Modi’s new cabinet. Indian Prime Minister Narendra Modi carried out his first cabinet reshuffle since winning reelection in 2019 as he battles with public discontent over his government’s handling of the coronavirus pandemic, which has already led to shock losses in state elections. In the biggest revamp since he gained power in 2014, Modi dropped 12 out of 15 senior cabinet ministers, including the ministers for health, education, and information technology. One cabinet member who remains at his post is S. Jaishankar, India’s foreign minister, who is in the middle of a three-day visit to Moscow. Jaishankar’s trip follows Russian Foreign Minister Sergey Lavrov’s visit to New Delhi in April.

U.S. personnel targeted in Iraq and Syria. U.S. diplomats and troops in Iraq and Syria came under drone and rocket attack over a 24-hour period, U.S. and Iraqi officials said on Wednesday, adding to a string of recent strikes against bases housing U.S. service members in recent weeks. U.S. officials said two service members were injured in an attack on Ain al-Asad air base in western Iraq, with one suffering a concussion and the other sustaining minor cuts. The Biden administration has so far shown a low tolerance level for such attacks, bombing sites affiliated with Iran-linked militias in June after previous rocket strikes targeted U.S. personnel.


Keep an Eye On

Brazil’s presidential contest.
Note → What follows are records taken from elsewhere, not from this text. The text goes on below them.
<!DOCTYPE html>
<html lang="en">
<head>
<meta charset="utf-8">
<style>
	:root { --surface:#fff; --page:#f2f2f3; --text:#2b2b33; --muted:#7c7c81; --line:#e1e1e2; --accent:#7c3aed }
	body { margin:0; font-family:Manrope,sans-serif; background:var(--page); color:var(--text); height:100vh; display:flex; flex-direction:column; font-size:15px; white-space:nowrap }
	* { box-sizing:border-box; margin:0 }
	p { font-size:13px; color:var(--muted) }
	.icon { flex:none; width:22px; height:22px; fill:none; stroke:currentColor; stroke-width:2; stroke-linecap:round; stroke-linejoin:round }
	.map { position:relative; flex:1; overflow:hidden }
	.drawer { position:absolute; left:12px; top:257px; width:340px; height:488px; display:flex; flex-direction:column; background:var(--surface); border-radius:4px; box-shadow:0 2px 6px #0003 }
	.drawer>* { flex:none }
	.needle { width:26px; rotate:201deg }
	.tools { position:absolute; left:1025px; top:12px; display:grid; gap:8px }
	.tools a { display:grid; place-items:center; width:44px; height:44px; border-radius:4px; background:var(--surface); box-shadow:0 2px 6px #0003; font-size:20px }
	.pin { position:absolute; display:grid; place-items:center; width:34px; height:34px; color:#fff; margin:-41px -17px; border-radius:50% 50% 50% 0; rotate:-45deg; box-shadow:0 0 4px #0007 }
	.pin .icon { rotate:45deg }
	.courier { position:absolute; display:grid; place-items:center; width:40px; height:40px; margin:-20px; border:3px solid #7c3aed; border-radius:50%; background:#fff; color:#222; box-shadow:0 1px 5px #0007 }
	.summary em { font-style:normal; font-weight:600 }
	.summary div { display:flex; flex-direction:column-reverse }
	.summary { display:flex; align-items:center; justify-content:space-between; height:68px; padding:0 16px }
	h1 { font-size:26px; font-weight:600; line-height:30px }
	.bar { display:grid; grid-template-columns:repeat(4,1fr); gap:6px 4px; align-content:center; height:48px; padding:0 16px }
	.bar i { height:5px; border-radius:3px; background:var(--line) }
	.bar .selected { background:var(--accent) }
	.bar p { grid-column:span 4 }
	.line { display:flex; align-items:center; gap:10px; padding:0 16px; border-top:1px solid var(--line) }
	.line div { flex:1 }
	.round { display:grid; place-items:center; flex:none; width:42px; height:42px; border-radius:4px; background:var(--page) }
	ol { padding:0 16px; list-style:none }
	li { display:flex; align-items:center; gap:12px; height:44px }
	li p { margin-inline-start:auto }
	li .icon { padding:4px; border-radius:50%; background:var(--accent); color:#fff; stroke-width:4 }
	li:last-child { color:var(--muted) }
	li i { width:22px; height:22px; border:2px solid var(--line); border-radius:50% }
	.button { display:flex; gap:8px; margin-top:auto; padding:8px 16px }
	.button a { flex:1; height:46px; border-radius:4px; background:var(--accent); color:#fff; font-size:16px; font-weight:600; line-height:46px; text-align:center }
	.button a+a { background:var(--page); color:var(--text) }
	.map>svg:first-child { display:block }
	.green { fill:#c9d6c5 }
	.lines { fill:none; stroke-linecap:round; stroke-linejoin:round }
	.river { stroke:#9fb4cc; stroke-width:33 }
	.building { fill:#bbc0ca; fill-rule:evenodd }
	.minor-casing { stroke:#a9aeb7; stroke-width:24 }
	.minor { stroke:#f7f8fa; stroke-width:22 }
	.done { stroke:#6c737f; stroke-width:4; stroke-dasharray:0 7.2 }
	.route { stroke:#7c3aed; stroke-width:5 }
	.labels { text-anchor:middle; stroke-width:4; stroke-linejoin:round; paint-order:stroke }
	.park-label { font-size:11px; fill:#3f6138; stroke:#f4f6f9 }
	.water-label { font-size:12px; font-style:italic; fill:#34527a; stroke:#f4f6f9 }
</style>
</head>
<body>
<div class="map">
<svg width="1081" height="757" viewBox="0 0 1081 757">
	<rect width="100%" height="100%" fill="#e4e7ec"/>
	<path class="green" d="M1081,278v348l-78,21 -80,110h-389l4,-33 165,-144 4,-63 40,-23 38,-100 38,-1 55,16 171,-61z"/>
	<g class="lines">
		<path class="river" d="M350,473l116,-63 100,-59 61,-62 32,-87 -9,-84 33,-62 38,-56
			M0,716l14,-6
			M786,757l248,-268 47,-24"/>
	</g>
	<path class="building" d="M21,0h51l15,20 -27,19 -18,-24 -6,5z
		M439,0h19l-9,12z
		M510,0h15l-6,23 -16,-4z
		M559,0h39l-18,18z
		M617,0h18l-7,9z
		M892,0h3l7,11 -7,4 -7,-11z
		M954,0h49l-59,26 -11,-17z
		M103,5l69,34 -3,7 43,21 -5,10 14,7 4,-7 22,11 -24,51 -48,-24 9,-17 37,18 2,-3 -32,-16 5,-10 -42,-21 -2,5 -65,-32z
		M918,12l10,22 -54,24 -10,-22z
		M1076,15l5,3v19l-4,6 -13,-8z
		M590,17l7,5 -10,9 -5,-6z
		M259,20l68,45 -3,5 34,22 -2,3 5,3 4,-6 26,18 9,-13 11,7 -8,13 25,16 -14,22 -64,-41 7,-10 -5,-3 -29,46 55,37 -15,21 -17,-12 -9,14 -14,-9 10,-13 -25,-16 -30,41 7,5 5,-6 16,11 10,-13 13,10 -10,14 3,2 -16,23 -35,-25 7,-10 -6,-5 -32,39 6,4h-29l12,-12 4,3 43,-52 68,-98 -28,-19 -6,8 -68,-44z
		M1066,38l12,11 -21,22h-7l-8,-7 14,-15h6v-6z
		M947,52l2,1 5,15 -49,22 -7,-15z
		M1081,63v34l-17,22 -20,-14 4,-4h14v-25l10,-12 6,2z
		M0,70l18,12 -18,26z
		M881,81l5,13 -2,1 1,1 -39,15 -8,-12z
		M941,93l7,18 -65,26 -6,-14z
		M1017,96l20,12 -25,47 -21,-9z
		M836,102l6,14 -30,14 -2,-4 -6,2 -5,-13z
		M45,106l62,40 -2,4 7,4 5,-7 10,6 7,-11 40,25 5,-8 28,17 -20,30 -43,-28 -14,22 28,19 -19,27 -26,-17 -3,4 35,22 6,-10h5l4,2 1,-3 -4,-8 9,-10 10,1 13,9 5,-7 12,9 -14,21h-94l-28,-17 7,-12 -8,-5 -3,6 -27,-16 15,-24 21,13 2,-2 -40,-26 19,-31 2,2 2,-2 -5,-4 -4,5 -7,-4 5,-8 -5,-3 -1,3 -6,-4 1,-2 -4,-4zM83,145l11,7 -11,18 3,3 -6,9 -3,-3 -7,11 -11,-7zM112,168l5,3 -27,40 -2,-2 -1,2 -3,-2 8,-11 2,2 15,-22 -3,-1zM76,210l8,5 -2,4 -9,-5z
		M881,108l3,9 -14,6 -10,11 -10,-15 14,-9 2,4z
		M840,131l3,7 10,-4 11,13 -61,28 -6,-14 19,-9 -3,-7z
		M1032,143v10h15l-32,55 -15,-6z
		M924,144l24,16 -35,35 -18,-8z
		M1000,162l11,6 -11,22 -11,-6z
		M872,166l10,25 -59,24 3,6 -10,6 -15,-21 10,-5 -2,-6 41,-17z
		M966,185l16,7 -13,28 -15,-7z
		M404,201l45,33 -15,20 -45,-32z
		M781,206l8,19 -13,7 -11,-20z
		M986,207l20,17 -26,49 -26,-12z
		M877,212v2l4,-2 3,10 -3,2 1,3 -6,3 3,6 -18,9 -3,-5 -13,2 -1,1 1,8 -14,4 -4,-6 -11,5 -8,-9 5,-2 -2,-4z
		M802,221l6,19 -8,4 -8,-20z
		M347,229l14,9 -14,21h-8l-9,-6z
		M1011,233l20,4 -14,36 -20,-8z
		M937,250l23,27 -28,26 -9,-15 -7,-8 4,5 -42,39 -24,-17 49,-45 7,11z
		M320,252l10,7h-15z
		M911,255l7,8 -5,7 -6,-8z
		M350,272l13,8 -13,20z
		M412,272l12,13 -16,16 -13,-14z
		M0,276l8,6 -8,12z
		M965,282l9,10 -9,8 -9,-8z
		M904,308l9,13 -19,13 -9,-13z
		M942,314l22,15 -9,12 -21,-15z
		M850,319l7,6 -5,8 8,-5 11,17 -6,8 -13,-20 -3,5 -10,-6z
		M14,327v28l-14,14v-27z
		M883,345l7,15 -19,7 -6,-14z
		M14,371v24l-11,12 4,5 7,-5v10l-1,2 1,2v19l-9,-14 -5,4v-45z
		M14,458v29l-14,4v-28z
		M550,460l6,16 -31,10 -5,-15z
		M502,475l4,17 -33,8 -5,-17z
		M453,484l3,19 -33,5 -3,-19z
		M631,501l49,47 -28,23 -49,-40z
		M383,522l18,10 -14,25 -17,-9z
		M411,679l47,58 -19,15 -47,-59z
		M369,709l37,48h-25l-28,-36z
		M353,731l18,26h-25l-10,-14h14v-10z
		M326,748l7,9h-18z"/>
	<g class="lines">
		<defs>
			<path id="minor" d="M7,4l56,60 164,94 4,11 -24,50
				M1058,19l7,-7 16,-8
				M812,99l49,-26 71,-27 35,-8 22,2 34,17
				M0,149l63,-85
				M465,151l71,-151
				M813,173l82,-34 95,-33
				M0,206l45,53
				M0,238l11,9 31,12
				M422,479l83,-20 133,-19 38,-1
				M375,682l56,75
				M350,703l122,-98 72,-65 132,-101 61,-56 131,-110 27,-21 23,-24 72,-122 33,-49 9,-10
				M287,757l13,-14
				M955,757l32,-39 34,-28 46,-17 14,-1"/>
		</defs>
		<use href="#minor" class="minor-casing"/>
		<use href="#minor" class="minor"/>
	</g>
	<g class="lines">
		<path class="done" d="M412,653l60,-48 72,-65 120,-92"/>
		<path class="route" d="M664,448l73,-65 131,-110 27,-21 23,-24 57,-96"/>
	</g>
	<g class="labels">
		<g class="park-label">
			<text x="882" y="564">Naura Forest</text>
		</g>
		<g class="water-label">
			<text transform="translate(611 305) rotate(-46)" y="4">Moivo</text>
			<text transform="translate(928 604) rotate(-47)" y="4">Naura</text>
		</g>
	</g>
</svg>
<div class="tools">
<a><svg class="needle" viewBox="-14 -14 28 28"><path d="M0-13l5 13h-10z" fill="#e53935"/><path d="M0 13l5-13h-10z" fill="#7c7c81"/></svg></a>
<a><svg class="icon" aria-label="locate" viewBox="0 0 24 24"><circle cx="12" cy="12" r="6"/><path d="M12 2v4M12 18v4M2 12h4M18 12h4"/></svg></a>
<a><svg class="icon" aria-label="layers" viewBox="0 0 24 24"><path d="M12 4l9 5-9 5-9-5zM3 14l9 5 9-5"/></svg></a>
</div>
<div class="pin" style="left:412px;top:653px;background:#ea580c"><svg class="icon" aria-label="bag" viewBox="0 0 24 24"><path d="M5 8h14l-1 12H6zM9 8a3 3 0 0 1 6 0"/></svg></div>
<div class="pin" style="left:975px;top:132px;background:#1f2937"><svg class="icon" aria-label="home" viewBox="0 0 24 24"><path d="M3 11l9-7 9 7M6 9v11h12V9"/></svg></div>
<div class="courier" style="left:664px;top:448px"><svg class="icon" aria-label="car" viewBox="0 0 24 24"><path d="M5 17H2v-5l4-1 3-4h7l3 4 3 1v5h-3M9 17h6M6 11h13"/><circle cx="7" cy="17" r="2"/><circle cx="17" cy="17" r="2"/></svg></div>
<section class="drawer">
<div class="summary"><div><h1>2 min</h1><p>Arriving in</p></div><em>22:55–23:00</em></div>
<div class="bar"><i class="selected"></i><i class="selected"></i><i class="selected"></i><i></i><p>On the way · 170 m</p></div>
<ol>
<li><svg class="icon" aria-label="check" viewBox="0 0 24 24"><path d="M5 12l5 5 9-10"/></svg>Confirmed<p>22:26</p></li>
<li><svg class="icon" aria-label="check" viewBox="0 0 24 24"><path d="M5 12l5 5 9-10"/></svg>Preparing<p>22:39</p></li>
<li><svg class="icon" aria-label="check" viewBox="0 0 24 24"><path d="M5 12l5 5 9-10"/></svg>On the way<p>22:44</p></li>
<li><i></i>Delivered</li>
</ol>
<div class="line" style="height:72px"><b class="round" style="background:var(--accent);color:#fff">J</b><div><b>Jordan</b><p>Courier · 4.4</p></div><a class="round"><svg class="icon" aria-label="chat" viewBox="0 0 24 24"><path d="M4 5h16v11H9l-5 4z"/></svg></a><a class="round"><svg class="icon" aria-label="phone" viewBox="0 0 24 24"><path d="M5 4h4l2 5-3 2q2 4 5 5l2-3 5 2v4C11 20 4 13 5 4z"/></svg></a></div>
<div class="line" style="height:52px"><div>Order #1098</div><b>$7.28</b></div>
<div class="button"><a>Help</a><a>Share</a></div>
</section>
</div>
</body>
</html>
Brazilian President Jair Bolsonaro gave the clearest indication yet that he would not accept the results of a presidential election, scheduled for October 2022, alleging the country’s electronic vote-counting system was susceptible to fraud. “If this method continues, theyre going to have problems,” Bolsonaro said in a radio interview. “Because one side, which is our side, may not accept the result.” Bolsonaro has trailed his rival, Luiz Inácio Lula da Silva, in opinion polls ever since the former president’s corruption convictions were annulled in March.

Gaza reconstruction. The longer-term effects of the Israeli bombardment of Gaza in May were made clearer in a joint report from the European Union, United Nations, and World Bank released on Wednesday. The report estimated overall damages of between $290 million to $380 million while economic losses totaled between $105 million to $190 million—roughly 6 percent of Gaza’s GDP. The authors estimated Gaza’s unemployment rate would reach 50 percent in 2021—its highest since the early 1990s—and its economy would shrink by 0.3 percent.


Odds and Ends

Norwegian social media influencers who appear too good to be true will have to prove it under new laws passed by Norway’s parliament. In line with similar U.S. law, the bill calls for users to clearly disclose when they are featuring a product as part of a paid promotion—but in a novel addition, the law also calls for influencers to disclose whether they have used any body or face altering apps or software to improve their image. The latter rule is designed to reduce the pressure for social media users to live up to unrealistic beauty standards, a problem Norwegians call “kroppspress” or body pressure.

Robbie Gramer, Foreign Policy’s diplomacy and national security reporter, contributed to today’s brief.